So, under my old company, everyone got the same cost of living raise across the board, and then your bonus was merit-based. It was a measly raise; I think it was usually about 1%, so under this new system, even though we don't get bonuses, it will actually be more money overall...if you score high enough to merit a raise.
The issue is, there are brackets of 0%, 2.5%, and 3%. The absolute highest raise you can get is 3%. I calculated that out, and that is $140 extra a month for me. And that's calculated on my gross pay, so that would not be what I actually take home. Let's say maybe $100 extra a month, after taxes and benefits and all that. If someone threw $100 at me, I would not turn it down, but that is not very much money. An extra $50 a paycheck is barely noticeable, tbh, unless you are REALLY hard up, but it's still not going to go very far. My boss said that at a leadership meeting she attended, there was a lot of emphasis on how important these evaluations are and how this company has VERY high standards and the grades really need to be earned. So, is this like a situation where basically nobody gets that 3% because their standards are impossibly high? I've been evaluated under three different managers under the old system and always scored in the highest possible bracket. Under the old system, a manager did have to justify in their comments why they had scored someone really high or low, so it's not that different, but the emphasis on their standards and the wording of the merit breakdown just kind of really sounds like, "You better dance REALLY hard for that extra hundred bucks, monkey."
The other thing is, in the 0% bracket, the descriptions breaking down what puts you in that cover three different types of employees: employees with 'role model behaviors' who exemplify the values of the company, are 'team players', adapt well to change, etc. etc., but have inconsistent results and struggle with their workload. Then you have the employee who is extremely technically proficient and good at their job, but has 'inconsistent behaviors', which I take some issue with, especially if we're being graded on how much 'joy' we do our jobs with. The description for this category lists things like 'inconsistently demonstrates value-based behaviors', 'operates independent of the team or organization' and 'does not use a "systems" view', which isn't clarified, so I don't know what the criteria is for this. And then the third category is someone who is a very poor performer with a poor attitude. So basically, if you get excellent result, but your attitude is deemed poor, you get no raise. If you are a role model of good behavior but struggle with your workload, you get no raise.
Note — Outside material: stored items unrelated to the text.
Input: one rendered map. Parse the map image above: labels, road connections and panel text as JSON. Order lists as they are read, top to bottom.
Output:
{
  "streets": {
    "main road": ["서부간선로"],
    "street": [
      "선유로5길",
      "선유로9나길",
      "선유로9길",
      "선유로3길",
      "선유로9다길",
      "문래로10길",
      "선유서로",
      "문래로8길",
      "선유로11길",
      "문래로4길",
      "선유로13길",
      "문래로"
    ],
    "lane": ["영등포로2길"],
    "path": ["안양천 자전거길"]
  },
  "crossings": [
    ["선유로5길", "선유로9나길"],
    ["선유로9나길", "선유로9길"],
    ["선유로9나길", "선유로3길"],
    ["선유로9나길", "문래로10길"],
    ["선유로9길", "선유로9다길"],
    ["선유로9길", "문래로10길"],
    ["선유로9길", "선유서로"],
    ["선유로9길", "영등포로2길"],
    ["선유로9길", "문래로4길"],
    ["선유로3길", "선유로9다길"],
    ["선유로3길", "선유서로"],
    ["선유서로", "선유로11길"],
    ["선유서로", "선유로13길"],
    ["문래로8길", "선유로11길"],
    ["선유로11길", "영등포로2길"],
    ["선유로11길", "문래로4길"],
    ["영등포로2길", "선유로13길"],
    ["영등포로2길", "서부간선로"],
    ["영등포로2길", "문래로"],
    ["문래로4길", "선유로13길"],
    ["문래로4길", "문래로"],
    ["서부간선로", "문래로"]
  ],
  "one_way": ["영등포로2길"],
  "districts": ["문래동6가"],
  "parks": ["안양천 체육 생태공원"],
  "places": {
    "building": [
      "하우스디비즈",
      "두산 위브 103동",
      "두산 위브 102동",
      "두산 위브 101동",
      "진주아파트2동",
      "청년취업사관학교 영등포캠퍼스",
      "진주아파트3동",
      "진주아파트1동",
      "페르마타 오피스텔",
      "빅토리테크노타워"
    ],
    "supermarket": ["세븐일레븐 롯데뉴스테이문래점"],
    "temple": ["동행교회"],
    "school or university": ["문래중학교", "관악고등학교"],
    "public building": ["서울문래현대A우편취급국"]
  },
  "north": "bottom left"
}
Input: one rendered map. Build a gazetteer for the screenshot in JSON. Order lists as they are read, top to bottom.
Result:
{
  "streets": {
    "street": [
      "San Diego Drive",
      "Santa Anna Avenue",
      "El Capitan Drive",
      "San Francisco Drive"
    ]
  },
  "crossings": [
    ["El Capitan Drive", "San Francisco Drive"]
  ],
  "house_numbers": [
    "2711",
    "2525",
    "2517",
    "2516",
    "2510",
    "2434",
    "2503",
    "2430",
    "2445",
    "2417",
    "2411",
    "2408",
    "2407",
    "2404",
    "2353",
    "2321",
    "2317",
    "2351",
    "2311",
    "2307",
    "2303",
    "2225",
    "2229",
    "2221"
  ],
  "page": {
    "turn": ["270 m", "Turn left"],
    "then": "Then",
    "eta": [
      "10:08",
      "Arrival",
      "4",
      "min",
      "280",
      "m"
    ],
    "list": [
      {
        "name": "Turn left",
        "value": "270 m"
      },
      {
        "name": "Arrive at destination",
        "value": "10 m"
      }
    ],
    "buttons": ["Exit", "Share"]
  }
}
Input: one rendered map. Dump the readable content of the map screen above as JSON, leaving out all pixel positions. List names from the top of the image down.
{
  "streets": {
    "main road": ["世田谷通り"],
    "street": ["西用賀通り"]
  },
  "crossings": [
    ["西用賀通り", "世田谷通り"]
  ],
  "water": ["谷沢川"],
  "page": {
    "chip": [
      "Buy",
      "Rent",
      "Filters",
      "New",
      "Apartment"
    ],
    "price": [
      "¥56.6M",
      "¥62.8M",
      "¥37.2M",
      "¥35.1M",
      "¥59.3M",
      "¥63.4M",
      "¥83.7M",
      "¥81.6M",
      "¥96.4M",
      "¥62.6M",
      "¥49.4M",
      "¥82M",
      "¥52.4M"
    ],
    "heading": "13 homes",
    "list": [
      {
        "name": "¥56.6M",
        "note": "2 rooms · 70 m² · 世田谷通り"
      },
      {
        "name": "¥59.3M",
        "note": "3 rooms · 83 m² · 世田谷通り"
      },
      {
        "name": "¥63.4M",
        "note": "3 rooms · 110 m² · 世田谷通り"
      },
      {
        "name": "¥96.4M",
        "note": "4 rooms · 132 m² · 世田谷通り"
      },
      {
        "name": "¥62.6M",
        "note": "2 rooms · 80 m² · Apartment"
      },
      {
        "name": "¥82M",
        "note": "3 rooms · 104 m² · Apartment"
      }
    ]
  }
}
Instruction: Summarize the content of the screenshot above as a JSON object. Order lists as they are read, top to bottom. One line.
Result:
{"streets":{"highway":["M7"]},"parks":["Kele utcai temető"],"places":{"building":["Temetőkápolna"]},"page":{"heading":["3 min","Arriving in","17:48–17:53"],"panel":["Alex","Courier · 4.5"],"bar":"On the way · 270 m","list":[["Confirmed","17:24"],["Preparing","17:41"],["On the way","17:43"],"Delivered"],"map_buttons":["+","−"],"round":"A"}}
Then for a 2% raise, you have to have solid behaviors and solid results; for a 2.5%, role model behavior with solid results, or role model results with solid behavior; the 3% is 'exceptional' and covers someone who has role-model behavior and exceptional results.
I'm not personally worried about getting screwed out of a raise, but a lot of this language is too broad in my opinion when it determines whether you get any raise at all, let alone the percentage. At least under the old system you knew you would get a raise, even if it was a small one, and the extra bonus was based on a similar system.
I dunno. I guess we shall see how this plays out.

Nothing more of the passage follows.